▶ _TASK TO COMPLETE_: Go through the records below and show every line with the string "rows".

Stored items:

↓↓↓

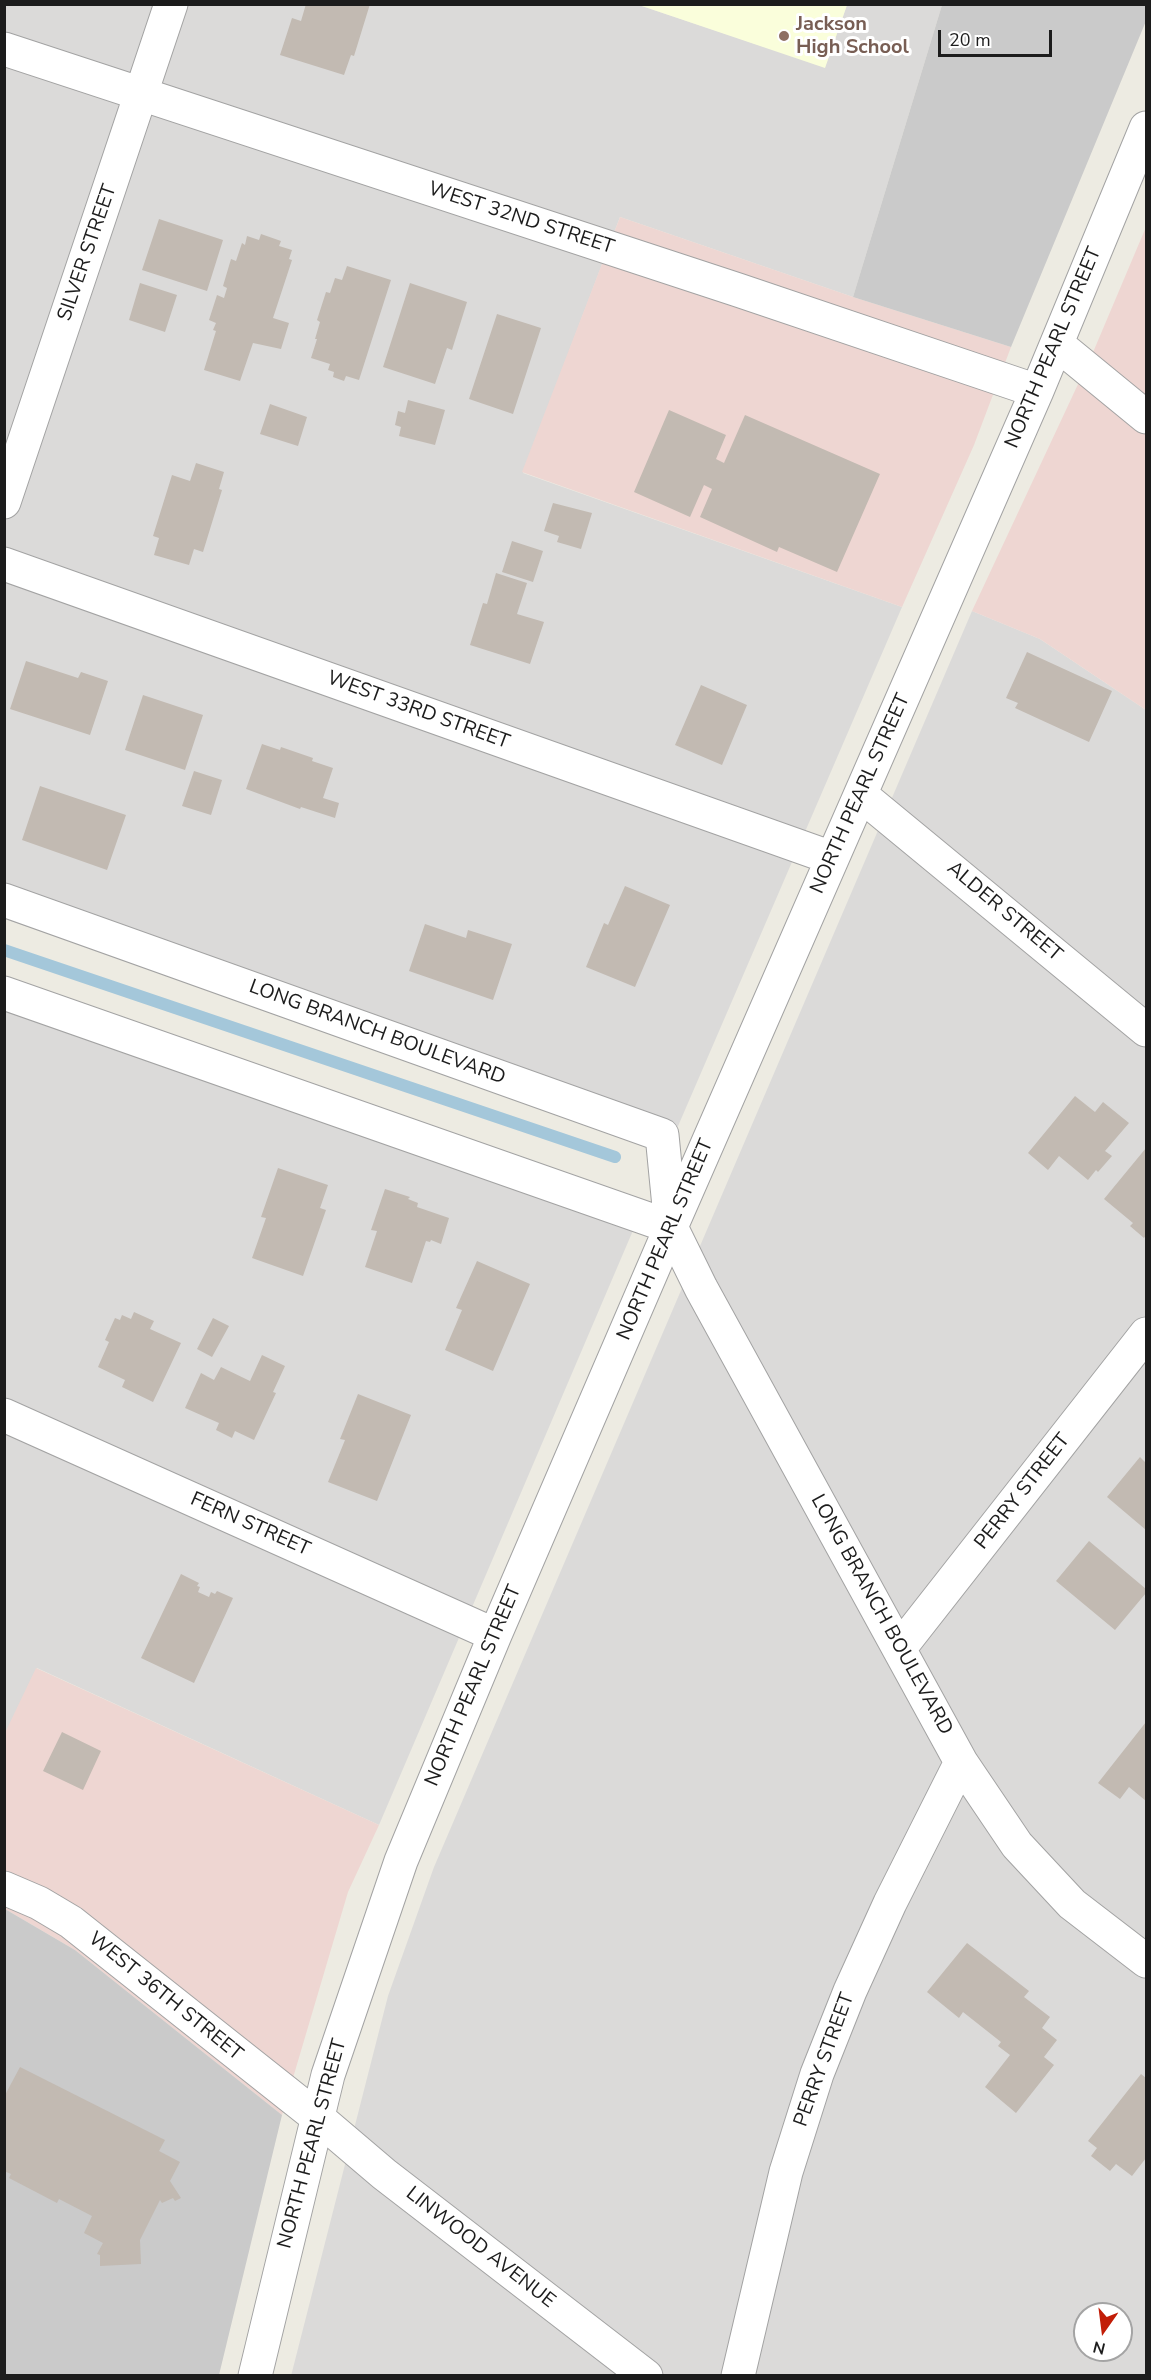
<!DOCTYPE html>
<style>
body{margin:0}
#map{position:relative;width:1151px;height:2380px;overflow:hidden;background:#edebe2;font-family:"Nunito Sans",sans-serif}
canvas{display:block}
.frame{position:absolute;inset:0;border:6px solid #1c1c1c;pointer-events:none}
.north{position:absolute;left:1073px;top:2302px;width:60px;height:60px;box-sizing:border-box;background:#fff;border:2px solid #a4a4a4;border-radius:50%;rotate:194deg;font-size:16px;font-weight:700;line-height:24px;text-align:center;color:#1c1c1c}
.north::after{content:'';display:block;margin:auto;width:21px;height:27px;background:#c21d07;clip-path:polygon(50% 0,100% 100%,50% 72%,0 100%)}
.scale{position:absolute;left:938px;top:30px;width:114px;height:27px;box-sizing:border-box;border:3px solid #1c1c1c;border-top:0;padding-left:8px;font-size:18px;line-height:21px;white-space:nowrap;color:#1c1c1c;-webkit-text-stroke:4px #fff;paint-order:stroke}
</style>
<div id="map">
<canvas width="1151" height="2380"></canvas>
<div class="frame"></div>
<div class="north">N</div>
<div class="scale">20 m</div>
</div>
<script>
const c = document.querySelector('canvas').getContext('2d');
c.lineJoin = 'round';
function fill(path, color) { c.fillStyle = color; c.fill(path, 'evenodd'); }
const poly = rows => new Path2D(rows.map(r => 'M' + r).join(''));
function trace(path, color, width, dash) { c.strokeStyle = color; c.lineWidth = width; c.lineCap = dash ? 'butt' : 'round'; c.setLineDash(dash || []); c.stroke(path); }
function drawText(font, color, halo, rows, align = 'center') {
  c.font = font + ' "Nunito Sans",sans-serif'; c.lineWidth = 6; c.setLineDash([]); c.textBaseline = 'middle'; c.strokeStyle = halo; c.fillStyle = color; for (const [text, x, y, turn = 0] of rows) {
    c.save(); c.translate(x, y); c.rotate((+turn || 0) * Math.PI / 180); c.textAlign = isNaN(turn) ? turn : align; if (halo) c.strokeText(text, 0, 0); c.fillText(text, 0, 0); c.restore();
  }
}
const residential = poly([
 [5,5,639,5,825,67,847,5,942,5,853,297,620,217,523,473,902,607,669,1147,5,919],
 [972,611,1040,639,1146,710,1146,2375,291,2376,388,1996,434,1867],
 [1085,2314,1121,2314,1121,2350,1085,2350],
 [5,983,646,1200,379,1825,37,1668,5,1735]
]);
const commercial = poly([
 [620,217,853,297,1011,347,974,445,902,607,522,472],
 [1146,227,1146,710,1040,639,972,611,1094,350],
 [36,1668,379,1825,348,1892,282,2115,75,1950,5,1909,4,1735]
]);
const education = poly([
 [639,5,847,5,825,68]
]);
const religious = poly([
 [942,5,1146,5,1146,21,1011,347,853,297],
 [5,1909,75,1950,282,2115,219,2375,5,2376]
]);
const stream = poly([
 [4,950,615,1157]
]);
const building = poly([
 [306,4,370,4,354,56,351,55,344,75,280,55,292,18,301,21],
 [159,219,223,240,207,291,142,270],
 [261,234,281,241,279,246,292,250,289,259,292,260,273,318,289,323,281,349,253,343,240,381,204,370,216,331,213,330,216,323,209,320,217,295,224,298,227,288,223,286,231,259,236,261,242,243,245,245,247,236,259,240],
 [347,266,391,280,359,380,346,376,344,381,333,377,334,372,328,370,330,364,311,358,317,339,315,339,320,322,317,320,326,292,330,293,335,278,342,280],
 [140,283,177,295,165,332,129,320],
 [410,283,467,302,452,350,447,348,435,384,383,367],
 [497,314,541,328,513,414,469,399],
 [408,400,445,410,435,445,399,436,401,427,395,425,398,411,405,413],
 [270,404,307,417,298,446,260,434],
 [669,410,726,435,716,459,724,463,745,415,880,474,837,572,779,547,777,552,700,517,712,489,704,485,690,517,634,492],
 [196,463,224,472,219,489,222,490,203,552,194,549,189,565,154,555,159,538,153,536,172,475,190,481],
 [553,503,592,513,581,549,557,542,559,536,544,531],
 [512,541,543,551,533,582,502,572],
 [496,573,527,583,517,614,544,622,530,664,470,645,483,603,487,604],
 [1027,652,1112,691,1089,742,1015,708,1018,703,1006,698],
 [26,661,78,678,81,672,108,681,90,735,10,709],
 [701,685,747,705,722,765,675,745],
 [143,695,203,715,185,770,125,750],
 [262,744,280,750,281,747,313,758,312,761,333,768,323,798,339,803,335,818,301,807,300,809,246,789],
 [194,771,222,780,211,815,182,806],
 [40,786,126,815,107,870,22,840],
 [625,886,670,905,635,987,586,967,604,923,608,925],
 [425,924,466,938,468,930,512,944,493,1000,409,971],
 [1075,1096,1095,1112,1103,1102,1129,1123,1105,1151,1112,1156,1098,1172,1096,1170,1088,1180,1059,1156,1048,1170,1028,1153],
 [1146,1148,1146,1235,1144,1238,1130,1226,1133,1223,1104,1199],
 [278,1168,328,1185,320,1208,326,1210,303,1276,252,1258,266,1218,261,1217],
 [385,1189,410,1197,408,1199,418,1203,417,1207,449,1218,441,1244,431,1240,430,1242,426,1241,412,1283,365,1267,377,1231,371,1230],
 [477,1261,530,1284,493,1371,445,1350,462,1310,456,1308],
 [134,1312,154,1321,150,1329,181,1343,153,1402,122,1387,125,1380,98,1367,109,1342,105,1340,115,1318,120,1320,122,1315,131,1319],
 [213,1318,229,1326,212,1357,197,1349],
 [262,1355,285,1366,273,1392,276,1393,254,1440,235,1431,232,1438,216,1430,219,1423,185,1408,201,1373,214,1380,221,1367,250,1381],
 [358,1394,411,1415,377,1501,328,1482,345,1440,340,1439],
 [1140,1457,1146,1463,1146,1530,1107,1497],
 [1089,1541,1146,1589,1146,1593,1115,1630,1056,1581],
 [181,1574,199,1583,197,1586,200,1587,198,1592,209,1597,211,1592,215,1594,217,1591,233,1598,194,1683,141,1658],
 [1146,1722,1146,1801,1129,1787,1120,1799,1098,1783],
 [62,1732,101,1751,83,1790,43,1771],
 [967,1943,1029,1991,1024,1997,1050,2017,1042,2028,1057,2040,1044,2057,1054,2065,1016,2113,985,2087,1010,2055,998,2046,1001,2042,963,2012,959,2018,927,1992],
 [20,2067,165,2140,159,2151,180,2162,170,2181,181,2198,175,2201,173,2198,162,2203,160,2200,140,2240,141,2264,100,2266,100,2255,97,2254,103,2243,84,2233,92,2216,59,2199,57,2203,9,2178,11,2174,4,2171,4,2097],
 [1141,2074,1146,2078,1146,2158,1132,2176,1116,2164,1110,2171,1091,2156,1097,2148,1088,2141]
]);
const minor = poly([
 [4,49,738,290,1037,391],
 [1057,344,1146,417],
 [4,502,171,4],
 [4,564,832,858],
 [861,795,1146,1030],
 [4,900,662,1135,671,1227,701,1288,961,1762,1017,1845,1072,1904,1146,1961],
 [4,993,671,1227],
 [4,1415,495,1635],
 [899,1649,1146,1334],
 [4,1888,39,1903,71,1922,317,2117,384,2174,646,2376],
 [255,2376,328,2075,401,1861,495,1635,671,1227,1037,391,1146,128],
 [738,2376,786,2172,817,2074,850,1991,890,1903,961,1762]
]);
const markers = [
 [784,36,6,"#8d6e63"]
];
const educationNames = [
 ["Jackson",796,25],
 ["High School",796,48]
];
const streetNames = [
 ["WEST 32ND STREET",521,219,18],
 ["SILVER STREET",88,253,-71],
 ["NORTH PEARL STREET",1054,348,-67],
 ["WEST 33RD STREET",418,711,20],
 ["NORTH PEARL STREET",861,794,-66],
 ["ALDER STREET",1004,912,40],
 ["LONG BRANCH BOULEVARD",377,1033,20],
 ["NORTH PEARL STREET",666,1240,-67],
 ["PERRY STREET",1023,1492,-52],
 ["FERN STREET",250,1525,24],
 ["LONG BRANCH BOULEVARD",881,1615,61],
 ["NORTH PEARL STREET",474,1686,-67],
 ["WEST 36TH STREET",165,1997,39],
 ["PERRY STREET",825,2060,-70],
 ["NORTH PEARL STREET",313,2144,-75],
 ["LINWOOD AVENUE",480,2248,38]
];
fill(residential, '#dbdad9');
fill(commercial, '#eed6d2');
fill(education, '#fafedb');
fill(religious, '#cacaca');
trace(stream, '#a4c7da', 12);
fill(building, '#c2bab2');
trace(minor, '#a3a3a3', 35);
trace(minor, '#fff', 33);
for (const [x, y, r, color] of markers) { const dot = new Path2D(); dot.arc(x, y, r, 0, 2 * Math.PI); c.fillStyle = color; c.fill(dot); trace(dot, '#fff', 2); }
drawText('bold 20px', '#785e54', '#fff', educationNames, 'left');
drawText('20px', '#1c1c1c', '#fff', streetNames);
</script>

↑↑↑

▶ _RESPONSE BOX_:
const poly = rows => new Path2D(rows.map(r => 'M' + r).join(''));
function drawText(font, color, halo, rows, align = 'center') {
  c.font = font + ' "Nunito Sans",sans-serif'; c.lineWidth = 6; c.setLineDash([]); c.textBaseline = 'middle'; c.strokeStyle = halo; c.fillStyle = color; for (const [text, x, y, turn = 0] of rows) {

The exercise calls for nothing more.